* Task description
Your answer should be the full data, transcribed exactly, with no pictures in it.

=== Data block ===

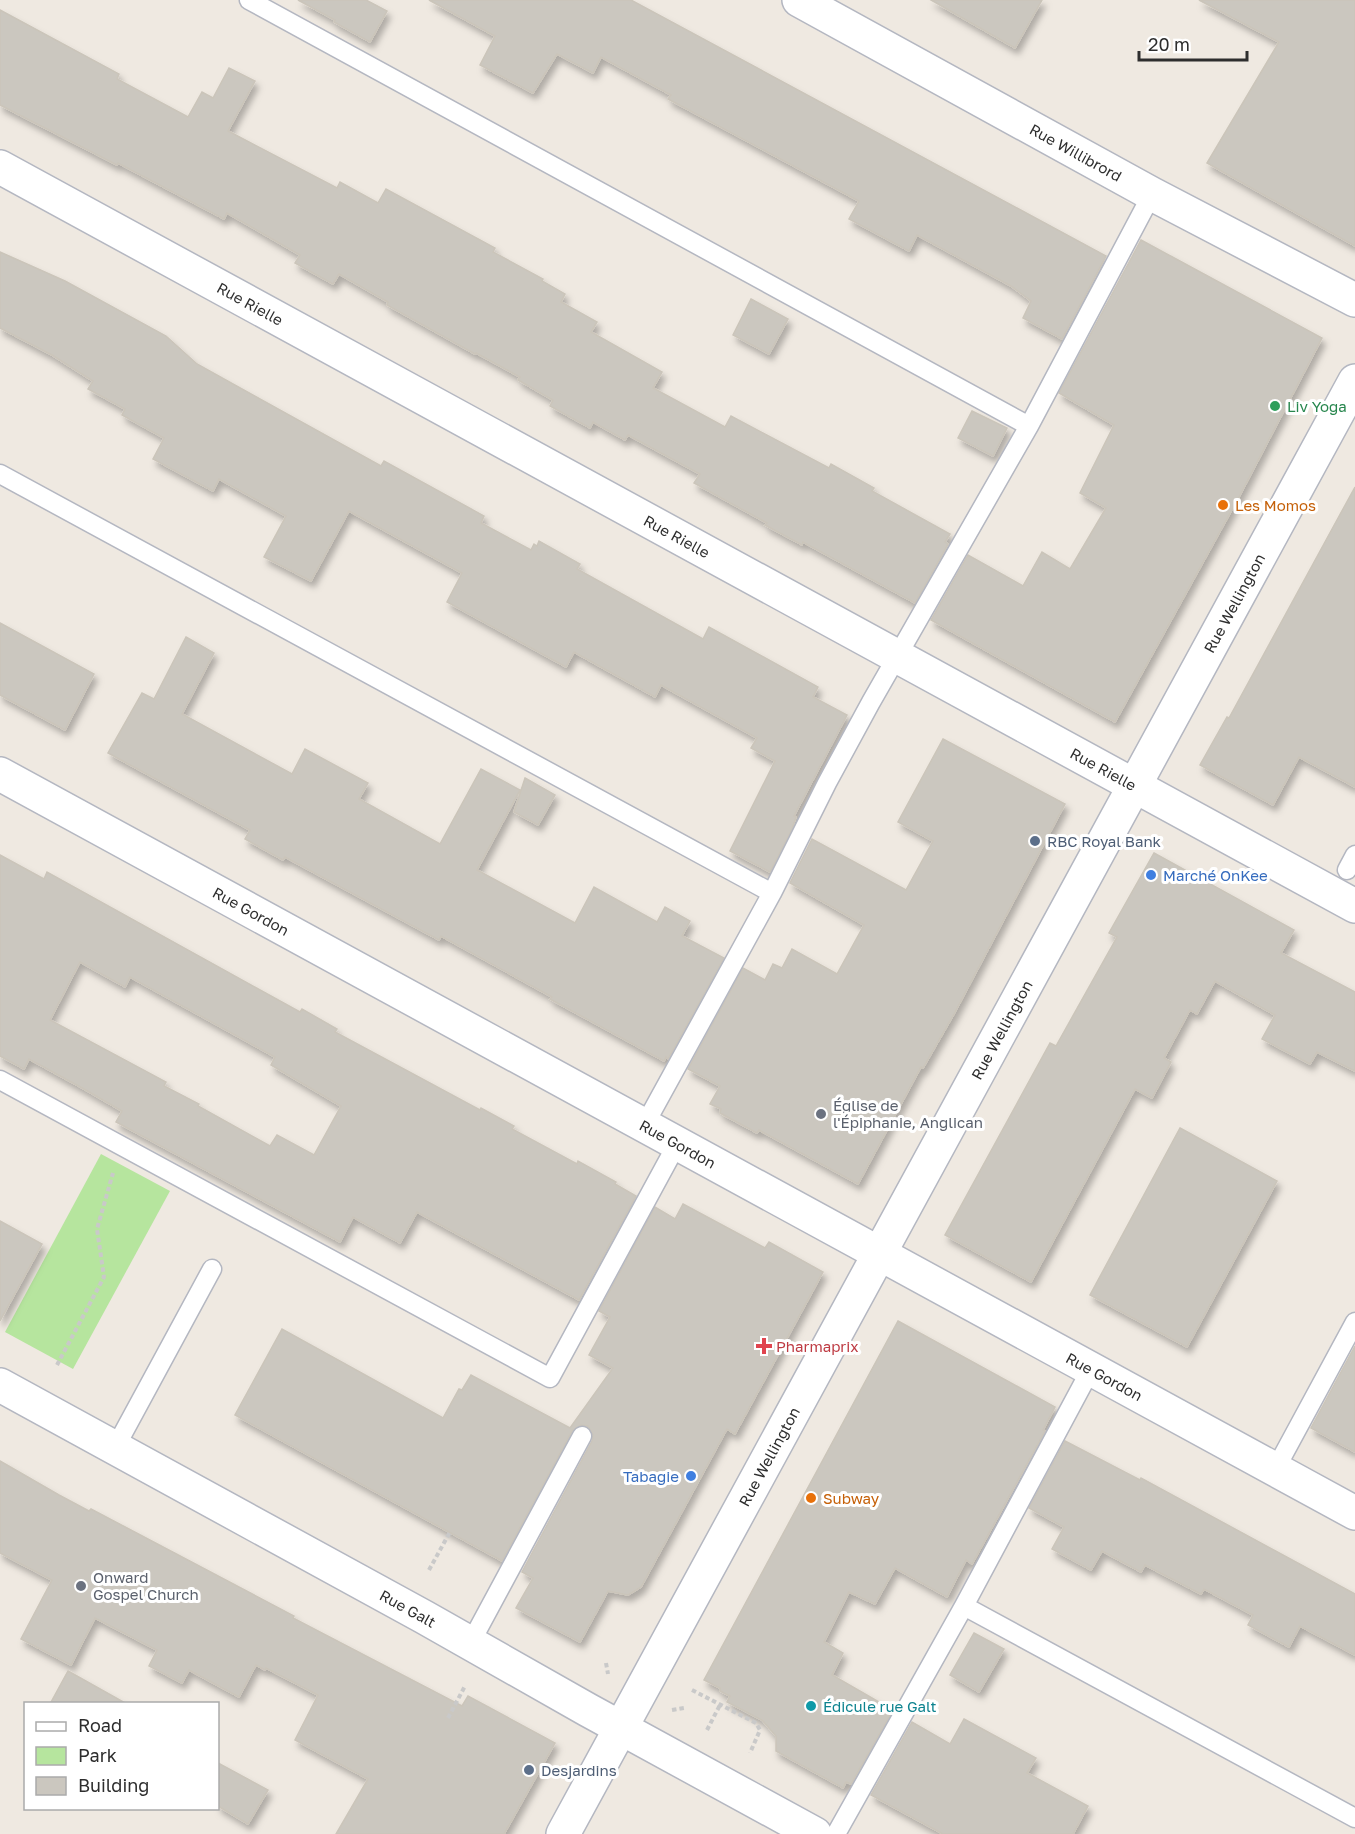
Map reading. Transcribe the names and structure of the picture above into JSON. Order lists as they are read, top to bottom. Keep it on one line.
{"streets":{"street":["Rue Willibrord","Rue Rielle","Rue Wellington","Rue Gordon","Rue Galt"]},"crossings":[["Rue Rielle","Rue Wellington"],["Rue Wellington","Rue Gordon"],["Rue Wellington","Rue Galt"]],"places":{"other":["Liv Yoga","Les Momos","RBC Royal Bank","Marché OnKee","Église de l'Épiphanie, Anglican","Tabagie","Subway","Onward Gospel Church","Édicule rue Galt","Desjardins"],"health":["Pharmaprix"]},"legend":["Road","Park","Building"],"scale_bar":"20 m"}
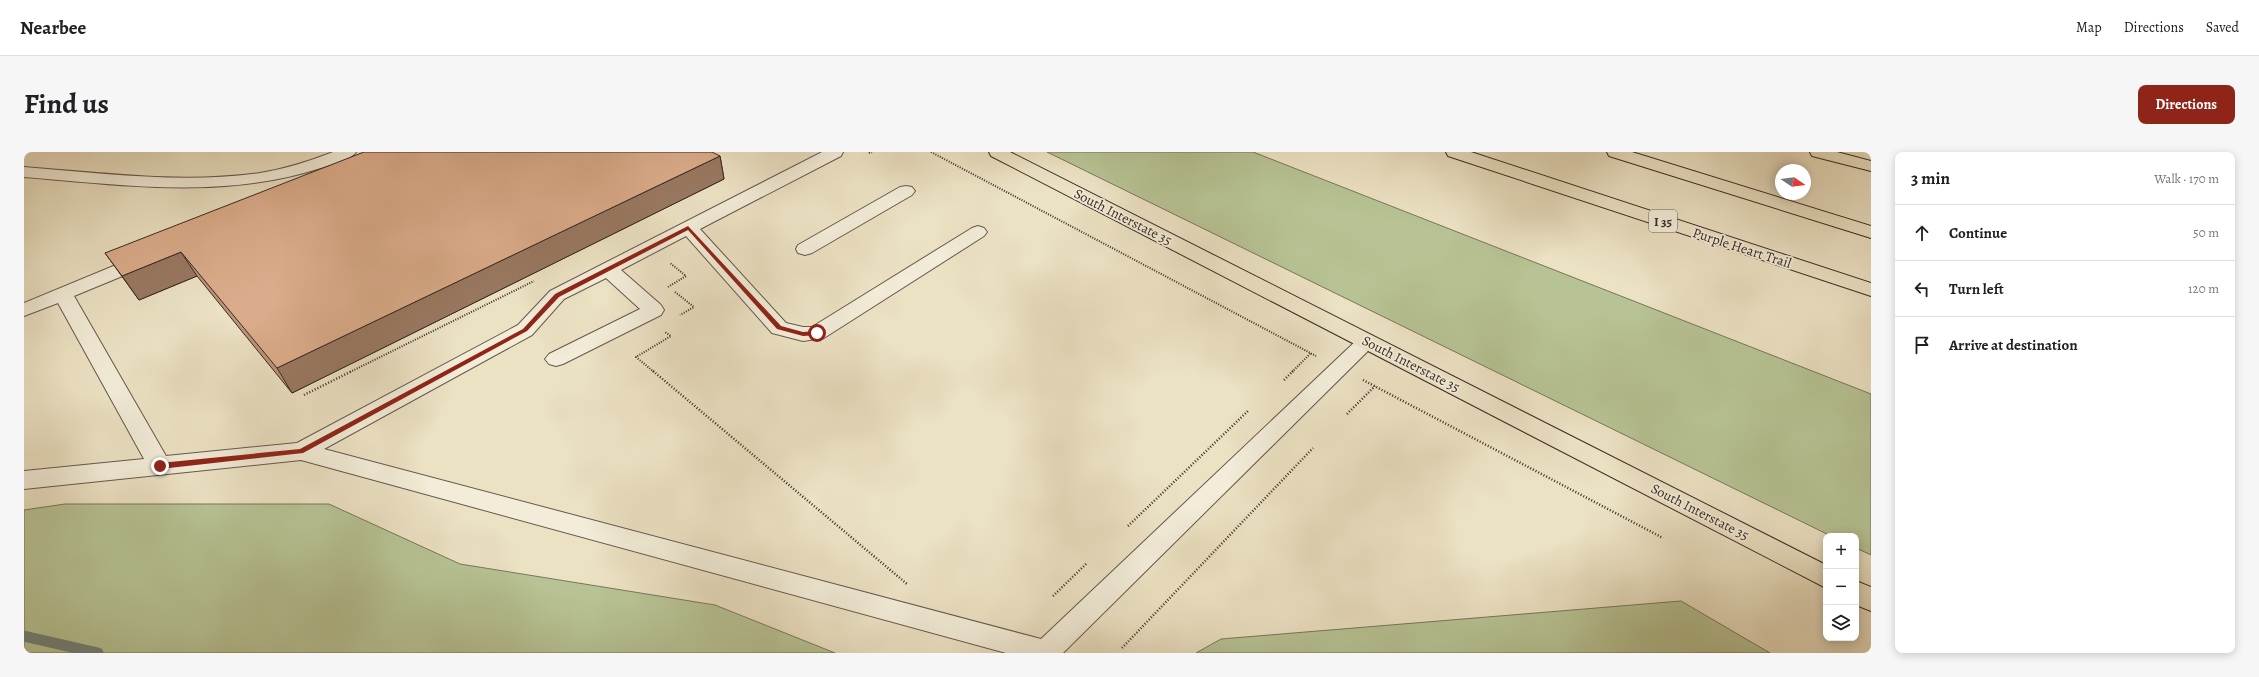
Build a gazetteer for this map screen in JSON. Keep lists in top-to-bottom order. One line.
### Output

===

* Written solution
Map reading. Transcribe the names and structure of the picture above into JSON. Order lists as they are read, top to bottom. Keep it on one line.
{"streets":{"street":["Rue Willibrord","Rue Rielle","Rue Wellington","Rue Gordon","Rue Galt"]},"crossings":[["Rue Rielle","Rue Wellington"],["Rue Wellington","Rue Gordon"],["Rue Wellington","Rue Galt"]],"places":{"other":["Liv Yoga","Les Momos","RBC Royal Bank","Marché OnKee","Église de l'Épiphanie, Anglican","Tabagie","Subway","Onward Gospel Church","Édicule rue Galt","Desjardins"],"health":["Pharmaprix"]},"legend":["Road","Park","Building"],"scale_bar":"20 m"}
Build a gazetteer for this map screen in JSON. Keep lists in top-to-bottom order. One line.
### Output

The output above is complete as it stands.